É muito comum que pessoas envolvidas ou interessadas no judô se interessem pela história, técnicas, filosofia e outros aspectos relacionados ao esporte. O que tenho percebido é que alguns professores carecem de suporte pedagógico na sua formação como faixas-pretas e no dia-a-dia, quando das aulas ministradas pelos tatames Brasil afora.
Temos que ter em mente que um dos atores que mais influencia psicologicamente a criança, é o professor. Por isso, “ele precisa estar sempre atualizado, ler muito, e tomar conhecimento dos diferentes aspectos do desenvolvimento infantil”. (Antonio Francisco Cordeiro Rosa)

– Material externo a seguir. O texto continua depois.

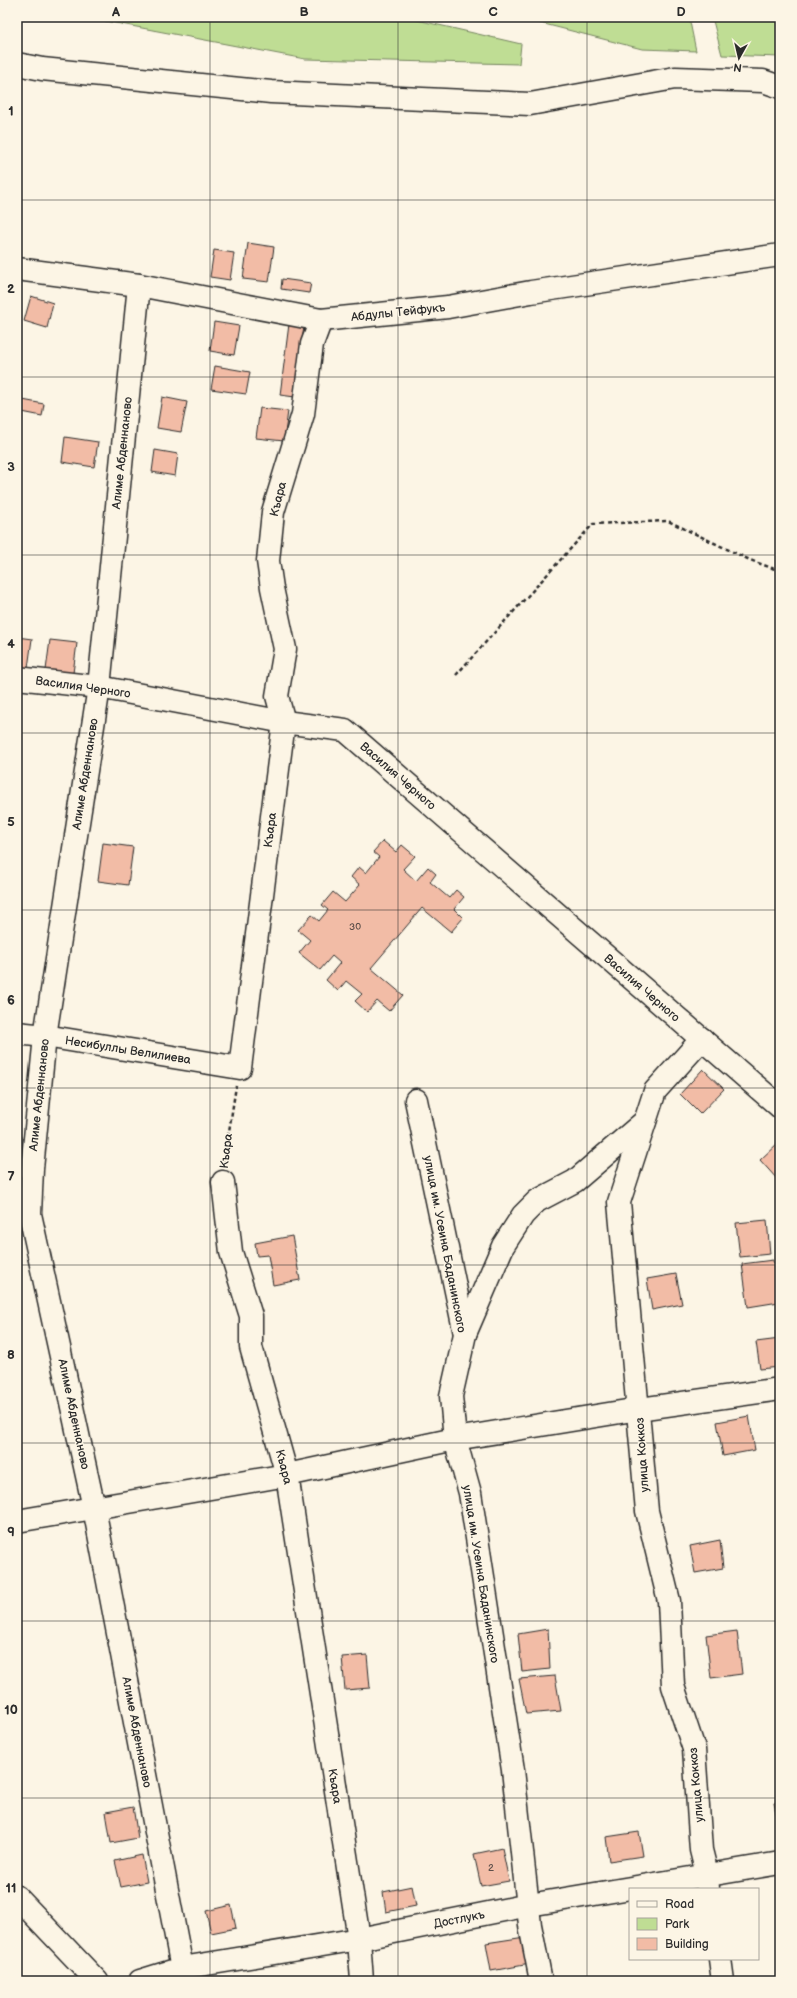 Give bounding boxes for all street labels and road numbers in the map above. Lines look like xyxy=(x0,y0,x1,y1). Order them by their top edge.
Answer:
street label: Абдулы Тейфукъ xyxy=(349,300,446,325)
street label: Алиме Абденнаново xyxy=(109,396,136,511)
street label: Къара xyxy=(267,480,290,518)
street label: Василия Черного xyxy=(34,673,131,702)
street label: Алиме Абденнаново xyxy=(69,717,102,832)
street label: Василия Черного xyxy=(357,739,439,813)
street label: Къара xyxy=(261,812,280,849)
street label: Василия Черного xyxy=(601,951,683,1025)
street label: Несибуллы Велилиева xyxy=(64,1033,192,1068)
street label: Алиме Абденнаново xyxy=(26,1038,53,1153)
street label: Къара xyxy=(217,1133,236,1170)
street label: улица им. Усеина Баданинского xyxy=(420,1154,469,1334)
street label: Алиме Абденнаново xyxy=(54,1356,93,1471)
street label: улица Коккоз xyxy=(632,1417,653,1493)
street label: Къара xyxy=(272,1448,295,1486)
street label: улица им. Усеина Баданинского xyxy=(459,1484,502,1664)
street label: Алиме Абденнаново xyxy=(118,1674,155,1789)
street label: улица Коккоз xyxy=(686,1747,707,1823)
street label: Къара xyxy=(324,1767,345,1805)
street label: Достлукъ xyxy=(432,1907,486,1932) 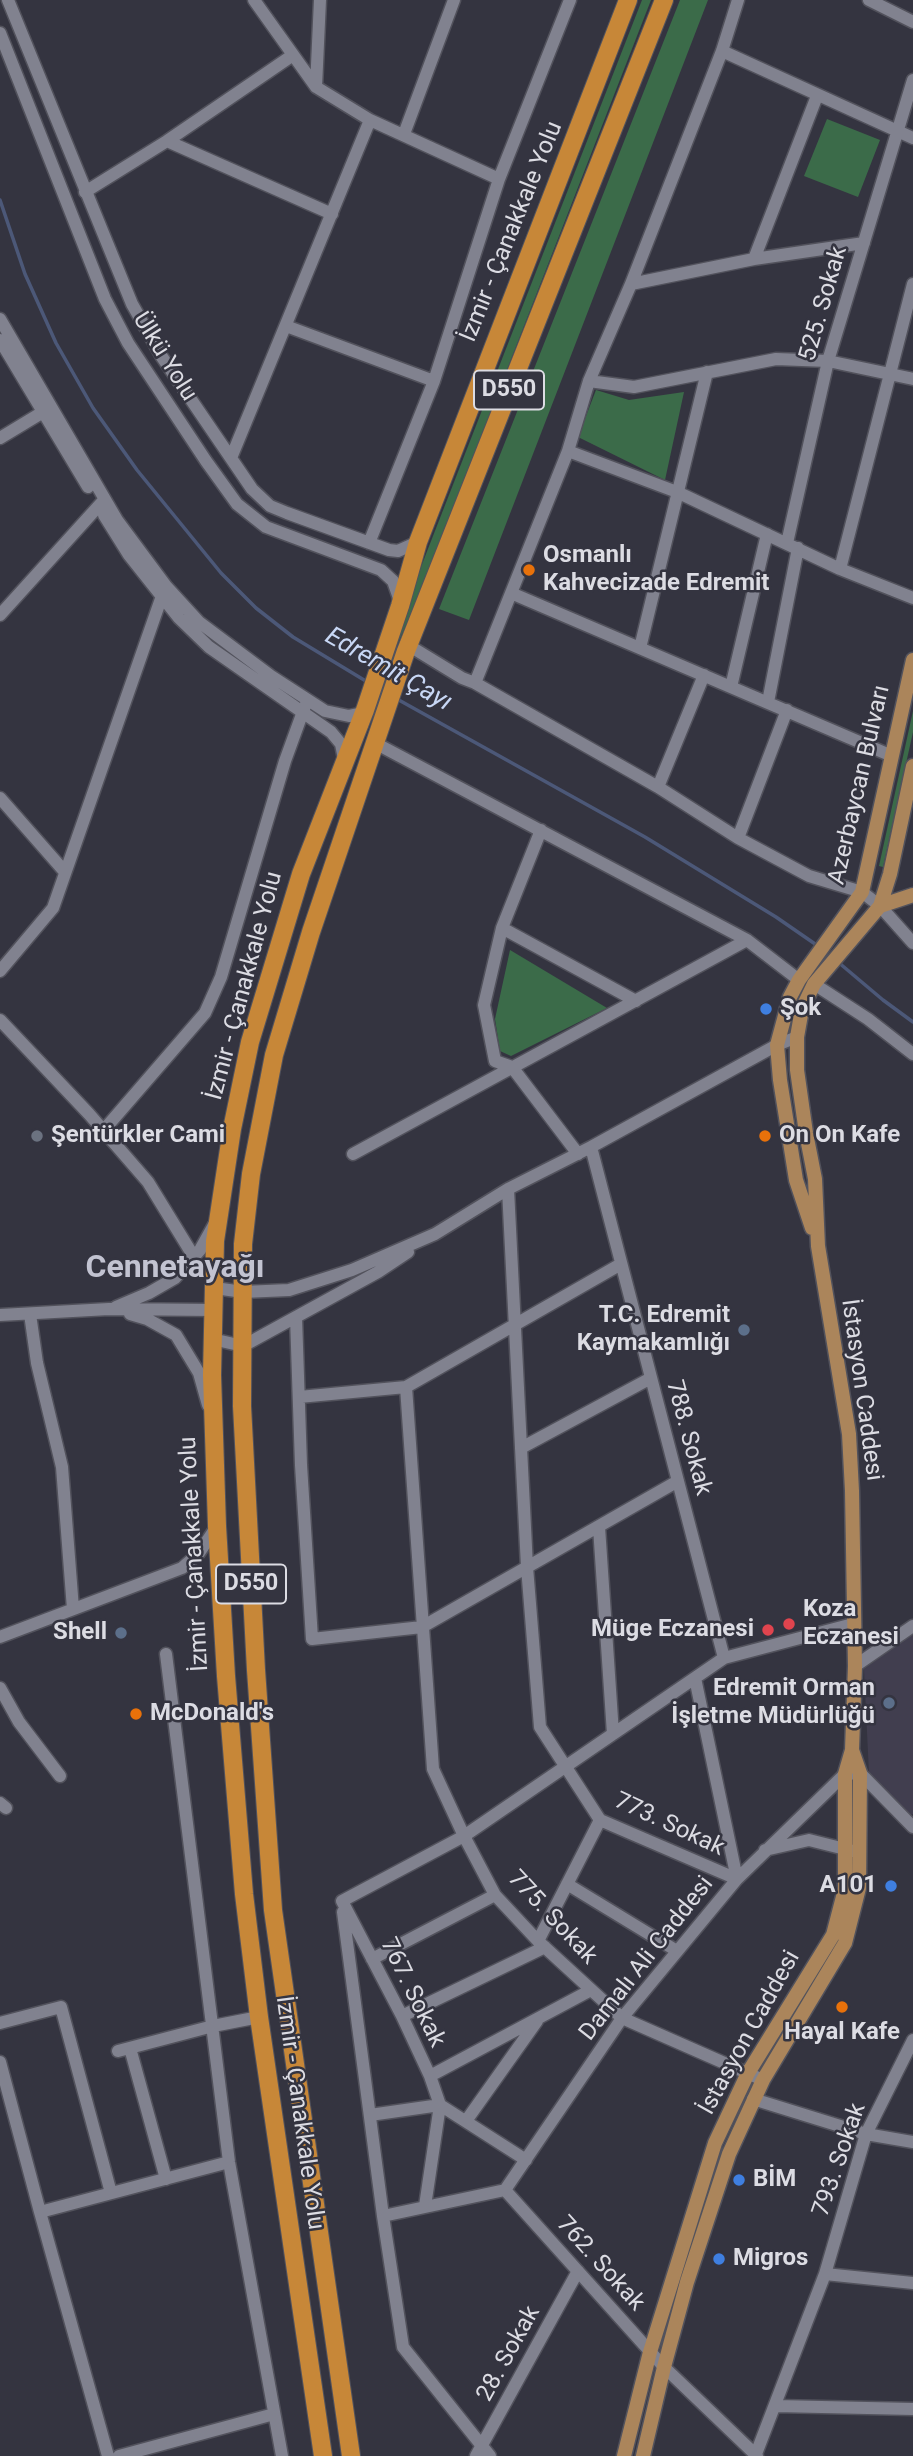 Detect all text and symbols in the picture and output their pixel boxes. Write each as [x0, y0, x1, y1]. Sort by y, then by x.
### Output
street label: İzmir - Çanakkale Yolu [455, 118, 569, 346]
street label: 525. Sokak [794, 243, 854, 365]
street label: Ülkü Yolu [126, 307, 202, 407]
road number: D550 [474, 370, 544, 410]
place label: Osmanlı Kahvecizade Edremit [543, 542, 769, 598]
marker: Osmanlı Kahvecizade Edremit [521, 562, 537, 578]
water label: Edremit Çayı [319, 621, 457, 719]
street label: Azerbaycan Bulvarı [823, 683, 897, 887]
street label: İzmir - Çanakkale Yolu [201, 869, 289, 1103]
place label: Şok [780, 995, 821, 1023]
marker: Şok [758, 1001, 774, 1017]
place label: Şentürkler Cami [51, 1122, 225, 1150]
place label: On On Kafe [779, 1122, 900, 1150]
marker: Şentürkler Cami [29, 1128, 45, 1144]
marker: On On Kafe [757, 1128, 773, 1144]
district label: Cennetayağı [85, 1250, 265, 1288]
street label: İstasyon Caddesi [834, 1297, 888, 1483]
place label: T.C. Edremit Kaymakamlığı [577, 1302, 730, 1358]
marker: T.C. Edremit Kaymakamlığı [736, 1322, 752, 1338]
street label: 788. Sokak [659, 1377, 717, 1499]
street label: İzmir - Çanakkale Yolu [174, 1436, 216, 1672]
road number: D550 [216, 1564, 286, 1604]
place label: Koza Eczanesi [803, 1596, 899, 1652]
place label: Müge Eczanesi [591, 1616, 754, 1644]
marker: Koza Eczanesi [781, 1616, 797, 1632]
place label: Shell [53, 1619, 107, 1647]
marker: Müge Eczanesi [760, 1622, 776, 1638]
marker: Shell [113, 1625, 129, 1641]
place label: Edremit Orman İşletme Müdürlüğü [671, 1675, 875, 1731]
marker: Edremit Orman İşletme Müdürlüğü [881, 1695, 897, 1711]
place label: McDonald's [150, 1700, 274, 1728]
marker: McDonald's [128, 1706, 144, 1722]
street label: 773. Sokak [609, 1787, 729, 1863]
street label: 775. Sokak [501, 1865, 603, 1971]
street label: Damalı Ali Caddesi [574, 1871, 720, 2047]
place label: A101 [820, 1872, 877, 1900]
marker: A101 [883, 1878, 899, 1894]
street label: 767. Sokak [373, 1934, 451, 2052]
street label: İstasyon Caddesi [693, 1946, 807, 2120]
street label: İzmir - Çanakkale Yolu [268, 1995, 330, 2231]
marker: Hayal Kafe [834, 1999, 850, 2015]
place label: Hayal Kafe [784, 2019, 900, 2047]
street label: 793. Sokak [807, 2099, 873, 2221]
place label: BİM [753, 2166, 796, 2194]
marker: BİM [731, 2172, 747, 2188]
street label: 762. Sokak [550, 2210, 650, 2318]
place label: Migros [733, 2245, 808, 2273]
marker: Migros [711, 2251, 727, 2267]
street label: 28. Sokak [471, 2301, 547, 2407]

O planejamento deve ser diferenciado levando em consideração a faixa etária do aluno e também os objetivos a serem alcançados. Muitas vezes é inviável que se criem turmas diferentes com objetivos específicos. O mais comum é que as turmas sejam divididas por faixa etária e dentro da turma existam alunos com as mais diversas metas, desde sair do sedentarismo à busca de uma medalha olímpica. Por esses motivos é que o professor deve buscar o tratamento individualizado, respeitando as características e anseios individuais, e também as limitações de cada um.
Quando um faixa preta vai para o tatame ensinar, ele deve estar preparado para formar muito mais que atletas, está em sua mão também a responsabilidade de ensinar valores, ética e respeito ao próximo. Sabemos que tais afirmações ficam em um plano muito abstrato quando não se tem formação na área da educação, mas é possível difundir essa cultura.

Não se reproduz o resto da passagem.